Search Unity

  1. Welcome to the Unity Forums! Please take the time to read our Code of Conduct to familiarize yourself with the forum rules and how to post constructively.

GPU Instancing with different textures?

Discussion in 'Shaders' started by SeriouslyNot, Jun 24, 2020.

  1. SeriouslyNot

    SeriouslyNot

    Joined:
    Nov 24, 2017
    Posts:
    121
    I'm making use of GPU Instancing in my 2D game and it really reduces draw calls significantly when using the same Material and same sprite (texture) on all batched gameObjects.

    I'm changing colors using materialPropertyBlock and everything works fine.

    But is there a way to do that with different sprites (textures) on batched gameObjects' material?

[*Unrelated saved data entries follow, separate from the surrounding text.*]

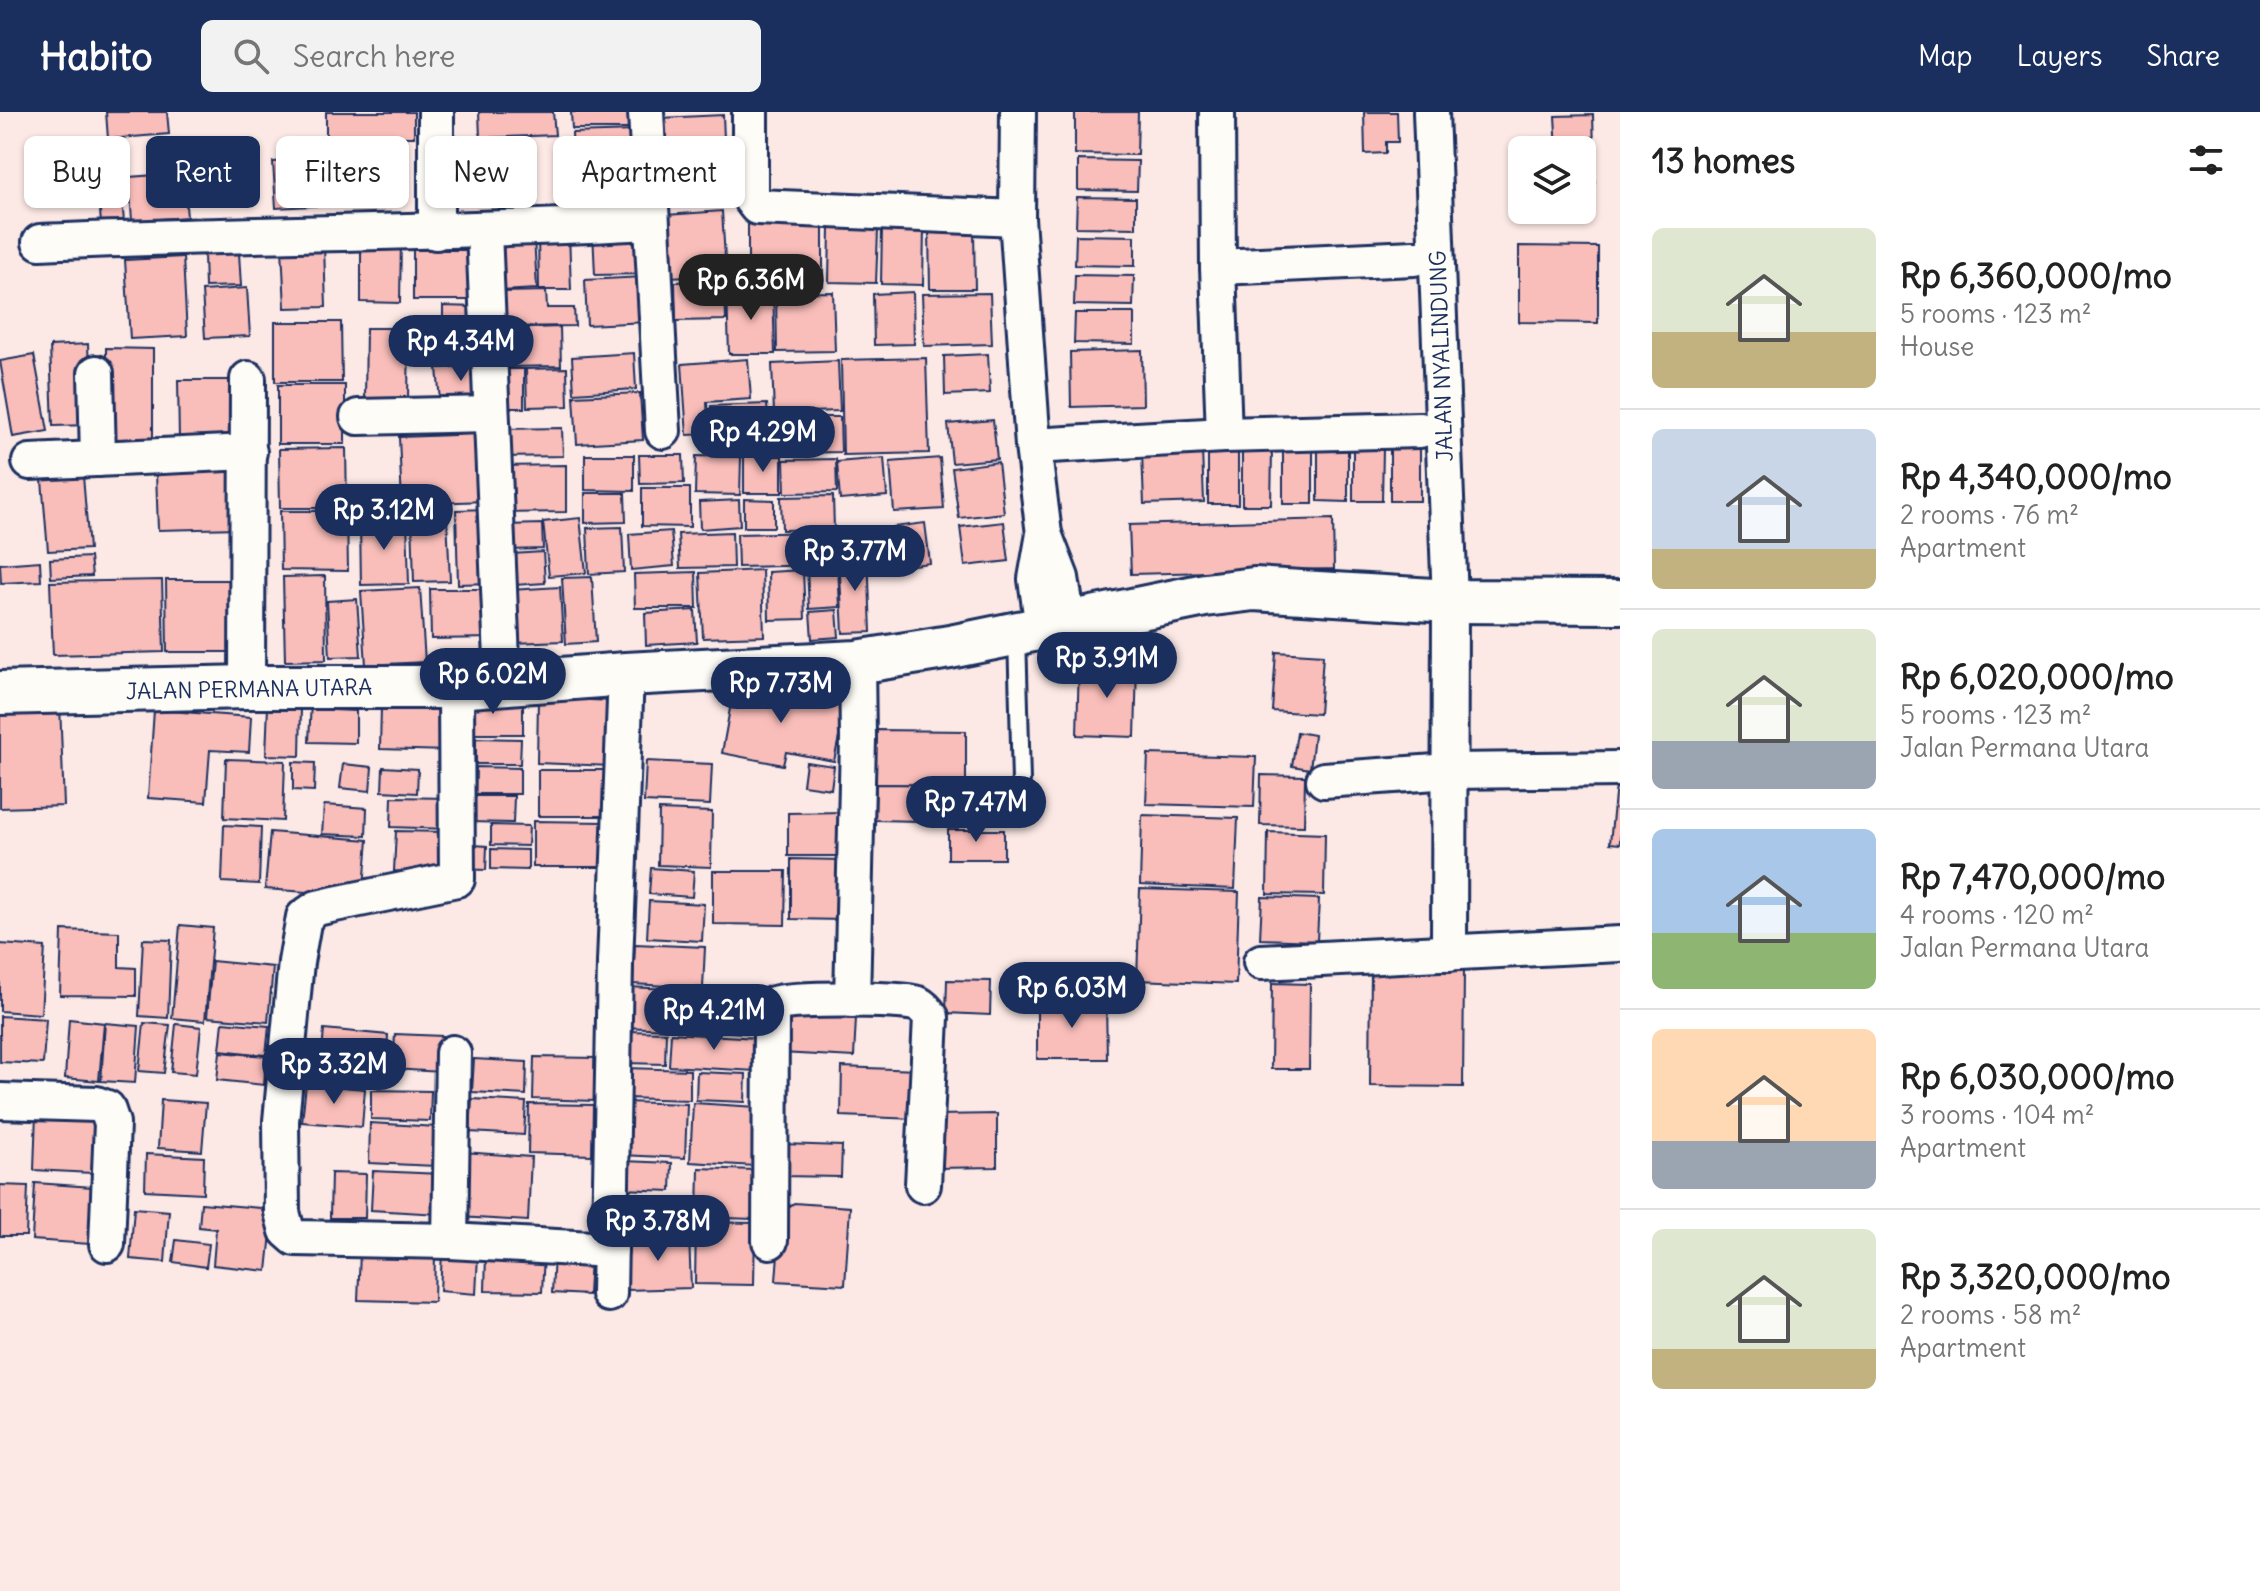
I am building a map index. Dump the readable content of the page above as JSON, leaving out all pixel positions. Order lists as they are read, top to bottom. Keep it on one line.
{"streets":{"street":["JALAN NYALINDUNG","JALAN PERMANA UTARA"]},"crossings":[["JALAN NYALINDUNG","JALAN PERMANA UTARA"]],"page":{"header":"Habito","search":"Search here","nav":["Map","Layers","Share"],"heading":"13 homes","chip":["Buy","Rent","Filters","New","Apartment"],"list":[{"name":"Rp 6,360,000/mo","note":"5 rooms · 123 m² · House"},{"name":"Rp 4,340,000/mo","note":"2 rooms · 76 m² · Apartment"},{"name":"Rp 6,020,000/mo","note":"5 rooms · 123 m² · Jalan Permana Utara"},{"name":"Rp 7,470,000/mo","note":"4 rooms · 120 m² · Jalan Permana Utara"},{"name":"Rp 6,030,000/mo","note":"3 rooms · 104 m² · Apartment"},{"name":"Rp 3,320,000/mo","note":"2 rooms · 58 m² · Apartment"}],"price":["Rp 6.36M","Rp 4.34M","Rp 4.29M","Rp 3.12M","Rp 3.77M","Rp 3.91M","Rp 6.02M","Rp 7.73M","Rp 7.47M","Rp 6.03M","Rp 4.21M","Rp 3.32M","Rp 3.78M"]}}
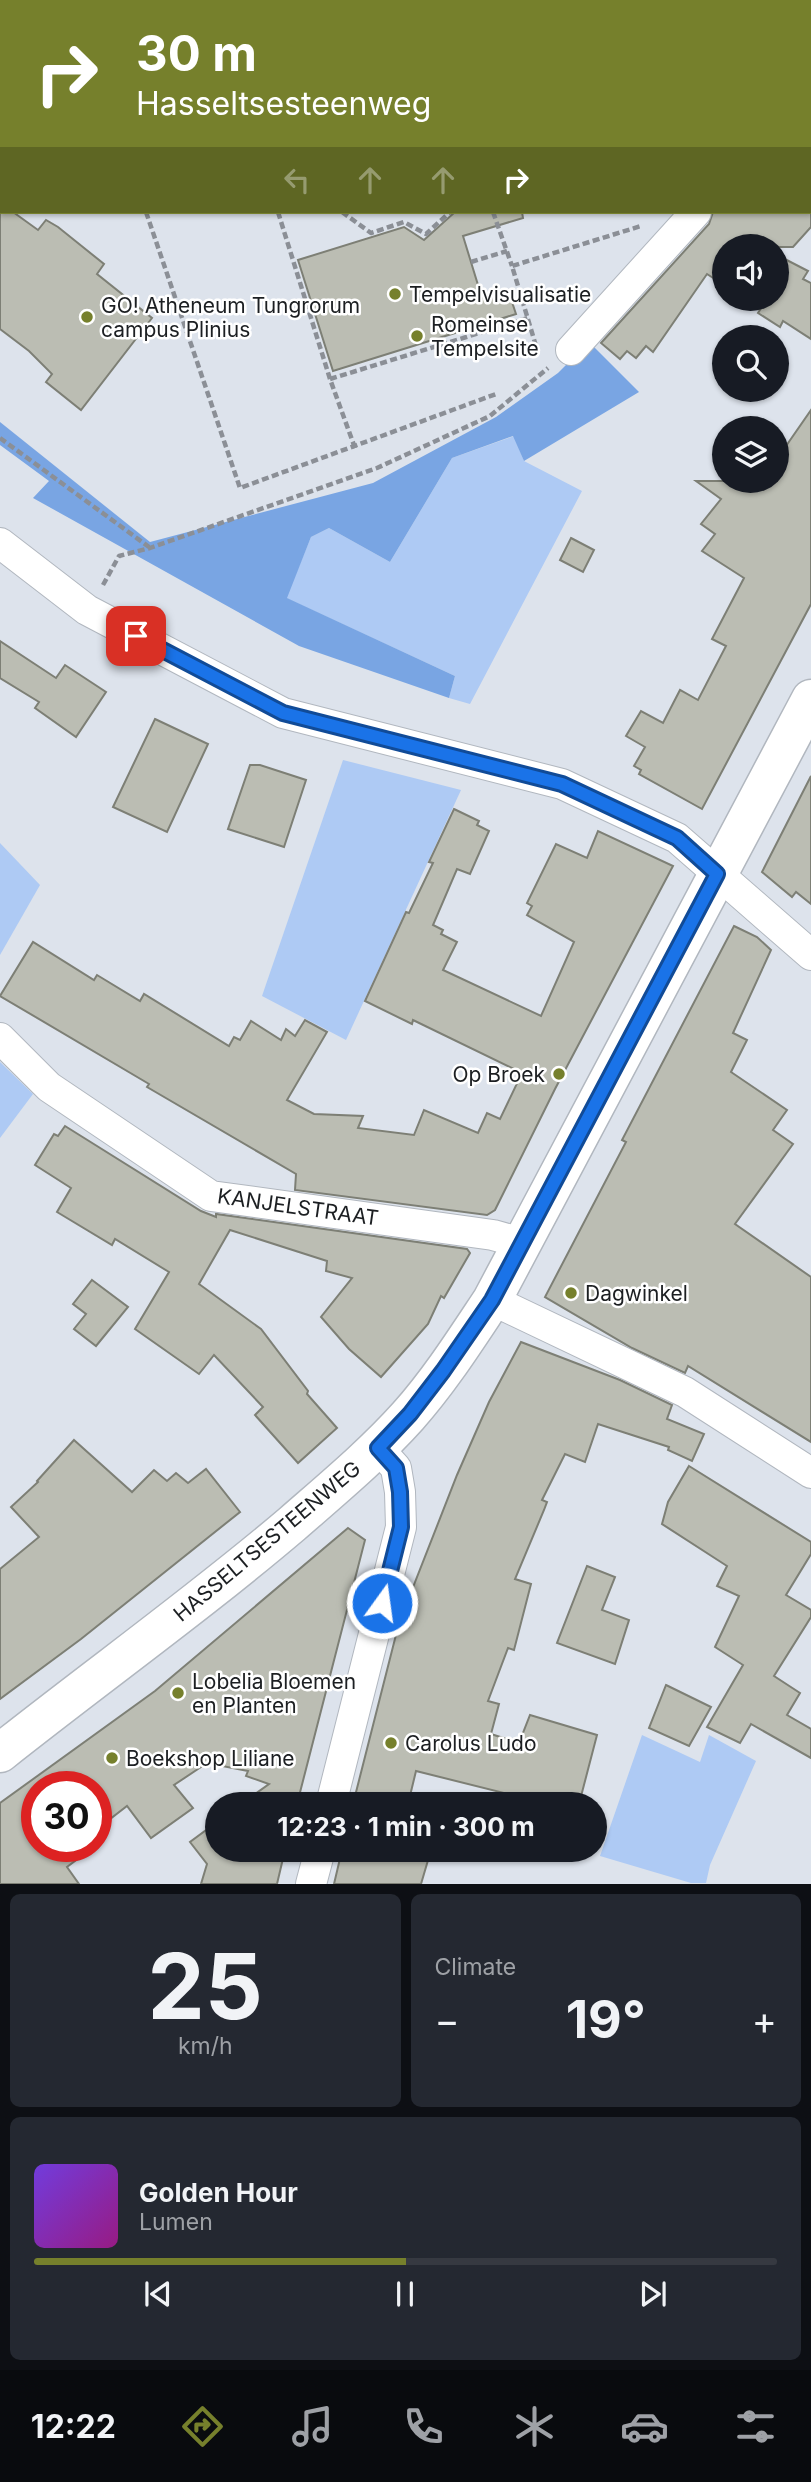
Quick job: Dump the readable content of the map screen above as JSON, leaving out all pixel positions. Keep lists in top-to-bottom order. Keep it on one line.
{"streets":{"main road":["HASSELTSESTEENWEG"],"street":["KANJELSTRAAT"]},"crossings":[["KANJELSTRAAT","HASSELTSESTEENWEG"]],"places":["Tempelvisualisatie","GO! Atheneum Tungrorum campus Plinius","Romeinse Tempelsite","Op Broek","Dagwinkel","Lobelia Bloemen en Planten","Carolus Ludo","Boekshop Liliane"],"page":{"turn":["30 m","Hasseltsesteenweg"],"limit":"30","trip":"12:23 · 1 min · 300 m","tile":[["25","km/h"],"Climate"],"heat":["−","19°","+"],"song":["Golden Hour","Lumen"],"tabs":"12:22"}}
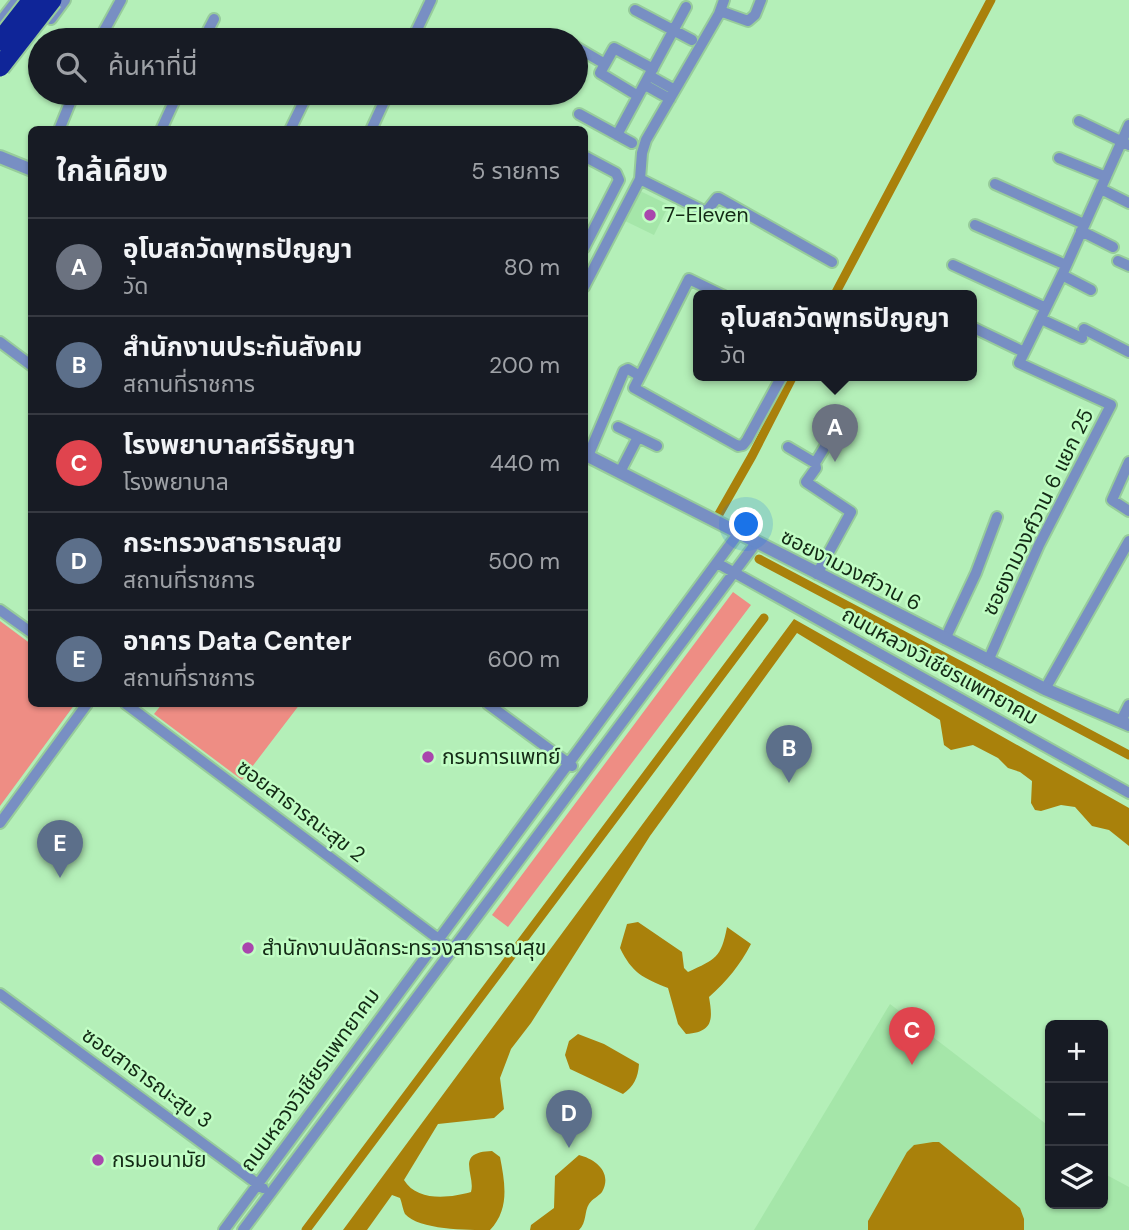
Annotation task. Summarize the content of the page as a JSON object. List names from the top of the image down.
{
  "streets": {
    "street": [
      "ซอยงามวงศ์วาน 6 แยก 25",
      "ซอยงามวงศ์วาน 6",
      "ถนนหลวงวิเชียรแพทยาคม",
      "ซอยสาธารณะสุข 2",
      "ซอยสาธารณะสุข 3"
    ]
  },
  "crossings": [
    ["ซอยงามวงศ์วาน 6 แยก 25", "ซอยงามวงศ์วาน 6"],
    ["ถนนหลวงวิเชียรแพทยาคม", "ซอยสาธารณะสุข 2"],
    ["ถนนหลวงวิเชียรแพทยาคม", "ซอยสาธารณะสุข 3"]
  ],
  "places": [
    "7-Eleven",
    "กรมการแพทย์",
    "สำนักงานปลัดกระทรวงสาธารณสุข",
    "กรมอนามัย"
  ],
  "page": {
    "search": "ค้นหาที่นี่",
    "heading": ["ใกล้เคียง", "5 รายการ"],
    "list": [
      {
        "mark": "A",
        "name": "อุโบสถวัดพุทธปัญญา",
        "note": "วัด",
        "value": "80 m"
      },
      {
        "mark": "B",
        "name": "สำนักงานประกันสังคม",
        "note": "สถานที่ราชการ",
        "value": "200 m"
      },
      {
        "mark": "C",
        "name": "โรงพยาบาลศรีธัญญา",
        "note": "โรงพยาบาล",
        "value": "440 m"
      },
      {
        "mark": "D",
        "name": "กระทรวงสาธารณสุข",
        "note": "สถานที่ราชการ",
        "value": "500 m"
      },
      {
        "mark": "E",
        "name": "อาคาร Data Center",
        "note": "สถานที่ราชการ",
        "value": "600 m"
      }
    ],
    "popup": ["อุโบสถวัดพุทธปัญญา", "วัด"],
    "pins": [
      "A",
      "B",
      "E",
      "C",
      "D"
    ],
    "map_buttons": ["+", "−"]
  }
}
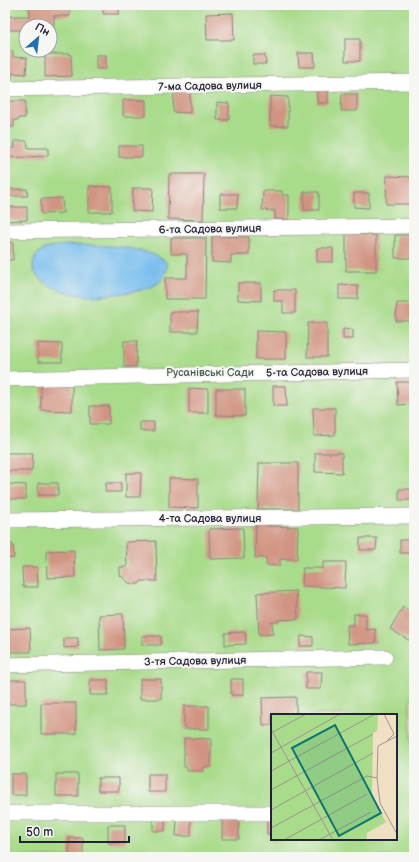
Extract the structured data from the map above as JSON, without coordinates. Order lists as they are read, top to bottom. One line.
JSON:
{"streets":{"street":["7-ма Садова вулиця","6-та Садова вулиця","5-та Садова вулиця","4-та Садова вулиця","3-тя Садова вулиця"]},"parks":["Русанівські Сади"],"scale_bar":"50 m","north":"top right"}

    What if I used a Sprite atlas to gather all sprites together, will that make GPU Instancing possible with different sprites?
     
  2. flyer19

    flyer19

    Joined:
    Aug 26, 2016
    Posts:
    72
    try add sprite uv in materialPropertyBlock
     
  3. SeriouslyNot

    SeriouslyNot

    Joined:
    Nov 24, 2017
    Posts:
    121
    You mean _BaseColor, i added color as per-instance property, i'm talking about Texture. You can't add per-instance Texture property because GPU Instancing gather all objects that use the same Material and the same Texture.
     
  4. Samuel_Herb

    Samuel_Herb

    Joined:
    Jun 23, 2020
    Posts:
    8
    If your sprites are all packed into an atlas, you should be able to have a per instance float4 that defines what part of the atlas each sprite uses. I think that's what flyer19 was getting at.
     
  5. bgolus

    bgolus

    Joined:
    Dec 7, 2012
    Posts:
    11,904
    There are kind of a few questions being asked here:

    Can you have instanced Sprite Renderers that use different sprites within an atlas and still instance together?
    No. Unity's Sprite Renderer only supports sprite color and flipping to be instanced properties, as that's all that's built into the default sprite shader.

    Can you have instanced meshes that use different textures and still instance together?
    No. This isn't something GPUs can do. You can setup numerical values to be instanced, because the way instanced values work is by putting them all in an array, and GPUs only support arrays of numerical values. They cannot do arrays of textures.*

    Can you have instanced meshes that use a different sprites within an atlas and still instance together?
    Yes!
    With the caveats of the sprite atlas must have rectangular bounds for each sprite, so no tight packing, and you'll need to write your own custom instanced shader and c# scripts that can handle the UV offset & scale as well as potentially individual mesh transform scale if your have a variety of sprite sizes.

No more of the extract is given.